Reviews:
Film.com:
In this accomplished, ambitious, and great-looking film the same lessons are
taught about tolerance and decency that have been learned from an array of
children's literature...The Basket boasts a talented cast and excellent production values.
Peter Coyote is convincing as the interesting new stranger in town, an honorable man who
may have a dark secret...
Boxoffice Magazine:
"Director Rich Cowan gets bravura performances from cast and crew, aided in no small
way by the gorgeous camera work of Don Heigh... The always interesting Peter Coyote is a
new teacher in a one-roomed school in the rolling farmlands of Washington state."
Dallas Morning News:
"Mr. Coyote delivers a strong, understated performance."
Sacramento Bee:
"'The Basket' may be a sugar-cured family film, but it has a certain
spunk to it as it quietly lectures on the senselessness of both war and
prejudice... Peter Coyote, actor and activist, has been making movies
for about 20 years now, but he's somehow remained ageless. If you
compare the performance he gave 17 years ago as Mary Steenburgen's
second husband in 'Cross Creek' - Martin Ritt's 1983 biopic of writer
Marjorie Kinnan Rawlings - with the one he gives in his latest film,
'The Basket,' you'll see he hasn't changed. He may even be utilizing the
same period wardrobe for the new movie. Maybe it's because his demeanor
and appearance make it easy for Coyote to slip into the past. He's
certainly the only contemporary actor who can get away with parting his
hair in the middle."
Los Angeles Times:
"The Basket holds a jumble of things. There's the Great War. There's opera.

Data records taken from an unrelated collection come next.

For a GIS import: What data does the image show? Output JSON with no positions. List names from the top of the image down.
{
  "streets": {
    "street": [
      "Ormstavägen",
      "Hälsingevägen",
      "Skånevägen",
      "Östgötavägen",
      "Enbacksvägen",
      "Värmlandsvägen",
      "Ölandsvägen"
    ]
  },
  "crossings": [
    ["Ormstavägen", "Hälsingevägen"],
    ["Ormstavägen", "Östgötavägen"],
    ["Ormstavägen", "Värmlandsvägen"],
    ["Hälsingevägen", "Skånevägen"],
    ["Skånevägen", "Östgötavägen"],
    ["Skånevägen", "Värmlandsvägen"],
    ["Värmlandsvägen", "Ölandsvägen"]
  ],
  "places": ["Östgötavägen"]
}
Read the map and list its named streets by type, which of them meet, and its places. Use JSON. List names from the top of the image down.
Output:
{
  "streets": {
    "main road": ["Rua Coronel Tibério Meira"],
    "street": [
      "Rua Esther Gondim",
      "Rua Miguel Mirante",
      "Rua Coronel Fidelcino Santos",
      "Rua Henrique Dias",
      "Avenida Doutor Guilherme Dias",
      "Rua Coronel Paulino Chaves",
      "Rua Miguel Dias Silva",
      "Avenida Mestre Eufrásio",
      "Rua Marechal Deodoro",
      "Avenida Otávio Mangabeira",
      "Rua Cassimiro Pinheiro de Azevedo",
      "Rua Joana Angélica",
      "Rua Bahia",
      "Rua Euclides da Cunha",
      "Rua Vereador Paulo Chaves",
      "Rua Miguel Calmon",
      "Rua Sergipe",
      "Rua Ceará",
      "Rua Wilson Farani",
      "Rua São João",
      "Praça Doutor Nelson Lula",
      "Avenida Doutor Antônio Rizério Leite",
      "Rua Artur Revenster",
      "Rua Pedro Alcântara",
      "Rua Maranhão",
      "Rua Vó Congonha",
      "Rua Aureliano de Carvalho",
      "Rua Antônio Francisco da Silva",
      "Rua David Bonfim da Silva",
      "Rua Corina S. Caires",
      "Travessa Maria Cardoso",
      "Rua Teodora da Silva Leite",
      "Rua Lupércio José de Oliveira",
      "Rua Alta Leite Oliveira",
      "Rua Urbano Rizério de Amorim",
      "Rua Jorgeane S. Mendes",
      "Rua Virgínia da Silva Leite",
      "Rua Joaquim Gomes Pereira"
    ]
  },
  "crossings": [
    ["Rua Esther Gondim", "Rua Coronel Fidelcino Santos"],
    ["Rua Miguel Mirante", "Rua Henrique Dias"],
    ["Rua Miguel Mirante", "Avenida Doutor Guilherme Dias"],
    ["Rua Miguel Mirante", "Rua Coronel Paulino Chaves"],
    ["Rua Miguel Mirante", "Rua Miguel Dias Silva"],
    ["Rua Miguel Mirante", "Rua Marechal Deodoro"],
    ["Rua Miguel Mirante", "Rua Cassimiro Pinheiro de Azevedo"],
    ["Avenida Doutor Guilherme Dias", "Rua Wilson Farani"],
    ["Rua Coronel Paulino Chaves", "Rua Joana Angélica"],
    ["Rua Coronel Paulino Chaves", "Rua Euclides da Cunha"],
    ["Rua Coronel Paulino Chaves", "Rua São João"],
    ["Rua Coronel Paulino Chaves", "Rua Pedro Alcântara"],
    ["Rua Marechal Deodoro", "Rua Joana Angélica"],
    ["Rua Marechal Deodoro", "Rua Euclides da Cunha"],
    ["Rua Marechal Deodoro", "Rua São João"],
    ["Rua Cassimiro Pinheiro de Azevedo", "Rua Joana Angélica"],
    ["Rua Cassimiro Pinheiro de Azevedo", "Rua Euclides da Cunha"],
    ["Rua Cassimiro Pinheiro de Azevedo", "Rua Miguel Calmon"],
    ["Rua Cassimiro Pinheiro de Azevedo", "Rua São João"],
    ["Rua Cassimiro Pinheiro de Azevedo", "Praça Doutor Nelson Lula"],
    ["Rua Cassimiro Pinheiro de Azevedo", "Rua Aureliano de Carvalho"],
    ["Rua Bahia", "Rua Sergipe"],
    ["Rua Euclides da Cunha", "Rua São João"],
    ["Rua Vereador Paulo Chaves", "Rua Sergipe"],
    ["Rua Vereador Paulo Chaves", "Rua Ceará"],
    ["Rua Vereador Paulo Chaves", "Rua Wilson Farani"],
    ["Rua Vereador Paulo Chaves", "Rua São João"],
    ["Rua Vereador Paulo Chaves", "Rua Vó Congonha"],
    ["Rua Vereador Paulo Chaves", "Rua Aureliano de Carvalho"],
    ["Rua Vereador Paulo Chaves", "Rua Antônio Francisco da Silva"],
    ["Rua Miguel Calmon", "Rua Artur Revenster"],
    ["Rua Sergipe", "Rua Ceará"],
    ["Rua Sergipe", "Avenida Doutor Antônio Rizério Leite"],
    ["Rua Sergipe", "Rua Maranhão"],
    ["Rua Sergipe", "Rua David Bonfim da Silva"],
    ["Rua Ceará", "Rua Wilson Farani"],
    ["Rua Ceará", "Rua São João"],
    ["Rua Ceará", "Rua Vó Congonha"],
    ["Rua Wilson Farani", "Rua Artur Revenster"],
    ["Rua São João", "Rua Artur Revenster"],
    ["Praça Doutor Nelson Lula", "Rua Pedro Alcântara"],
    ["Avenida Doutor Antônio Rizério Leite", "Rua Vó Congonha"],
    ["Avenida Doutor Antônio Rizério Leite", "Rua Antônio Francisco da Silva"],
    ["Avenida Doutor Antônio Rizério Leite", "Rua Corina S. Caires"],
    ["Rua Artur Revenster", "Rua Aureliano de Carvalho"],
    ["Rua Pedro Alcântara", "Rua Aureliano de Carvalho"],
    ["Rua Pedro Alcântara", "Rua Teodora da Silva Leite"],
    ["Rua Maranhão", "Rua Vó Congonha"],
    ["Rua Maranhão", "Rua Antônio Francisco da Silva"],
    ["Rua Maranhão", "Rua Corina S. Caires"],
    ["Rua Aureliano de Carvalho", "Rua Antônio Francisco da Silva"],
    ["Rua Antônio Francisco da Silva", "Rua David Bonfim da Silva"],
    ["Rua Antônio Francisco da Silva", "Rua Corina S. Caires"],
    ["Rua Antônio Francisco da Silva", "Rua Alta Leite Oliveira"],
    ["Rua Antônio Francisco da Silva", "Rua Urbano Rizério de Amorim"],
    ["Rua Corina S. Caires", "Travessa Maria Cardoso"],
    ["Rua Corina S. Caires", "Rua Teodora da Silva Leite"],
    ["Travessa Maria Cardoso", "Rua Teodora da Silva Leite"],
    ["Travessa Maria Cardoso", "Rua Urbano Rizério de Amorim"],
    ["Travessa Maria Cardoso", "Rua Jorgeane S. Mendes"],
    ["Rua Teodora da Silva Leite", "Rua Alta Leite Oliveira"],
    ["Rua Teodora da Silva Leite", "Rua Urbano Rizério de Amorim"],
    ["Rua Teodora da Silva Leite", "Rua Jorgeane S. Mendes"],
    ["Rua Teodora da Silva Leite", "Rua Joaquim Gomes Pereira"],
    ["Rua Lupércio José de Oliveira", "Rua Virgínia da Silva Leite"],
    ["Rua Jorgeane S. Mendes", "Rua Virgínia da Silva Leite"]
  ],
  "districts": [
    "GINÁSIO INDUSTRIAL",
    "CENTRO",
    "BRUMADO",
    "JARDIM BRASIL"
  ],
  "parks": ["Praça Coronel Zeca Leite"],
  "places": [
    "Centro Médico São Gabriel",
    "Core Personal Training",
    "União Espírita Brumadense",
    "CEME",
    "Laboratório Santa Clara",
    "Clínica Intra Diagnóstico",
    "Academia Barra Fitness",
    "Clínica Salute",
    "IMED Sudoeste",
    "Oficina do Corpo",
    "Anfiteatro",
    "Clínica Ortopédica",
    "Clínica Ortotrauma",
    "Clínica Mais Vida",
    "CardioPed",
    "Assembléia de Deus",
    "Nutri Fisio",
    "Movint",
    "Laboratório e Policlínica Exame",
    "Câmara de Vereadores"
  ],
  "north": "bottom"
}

There's forbidden love. And then there's this strange new game called basketball. It's a
lot, yes, but by and large, The Basket carries it off." (Read interview with Coyote by Susan King)
Seattle Times:
"Peter Coyote is shrewdly cast as an inspirational schoolteacher and basketball
coach."
San Francisco Chronicle:
"Peter Coyote has the plum role of a schoolteacher from Boston, who comes to this
provincial backwater - a rural suburb of Spokane - bringing new ideas, new games and a new
phonograph... Coyote is the best part of the show, bringing wisdom and authority to the
role."
Film Critic Robert Blatzer:
"Coyote is excellent in a role that could easily have been
overplayed, bringing a charm and sophisticated bite to his Conlon."
The Spokesman's Review:
"Heigh has a way of making wheat stubble look like something out
of an Andrew Wyeth painting...
And Coyote and Allen are consummate actors, their one scene together being the
film's high point."
Film Critic Steve Rhodes:
"Rich Cowan's 'The Basket" is a simple and poetic film whose
magic comes from many sources, particularly two beautifully understated
performances by Peter Coyote and Karen Allen."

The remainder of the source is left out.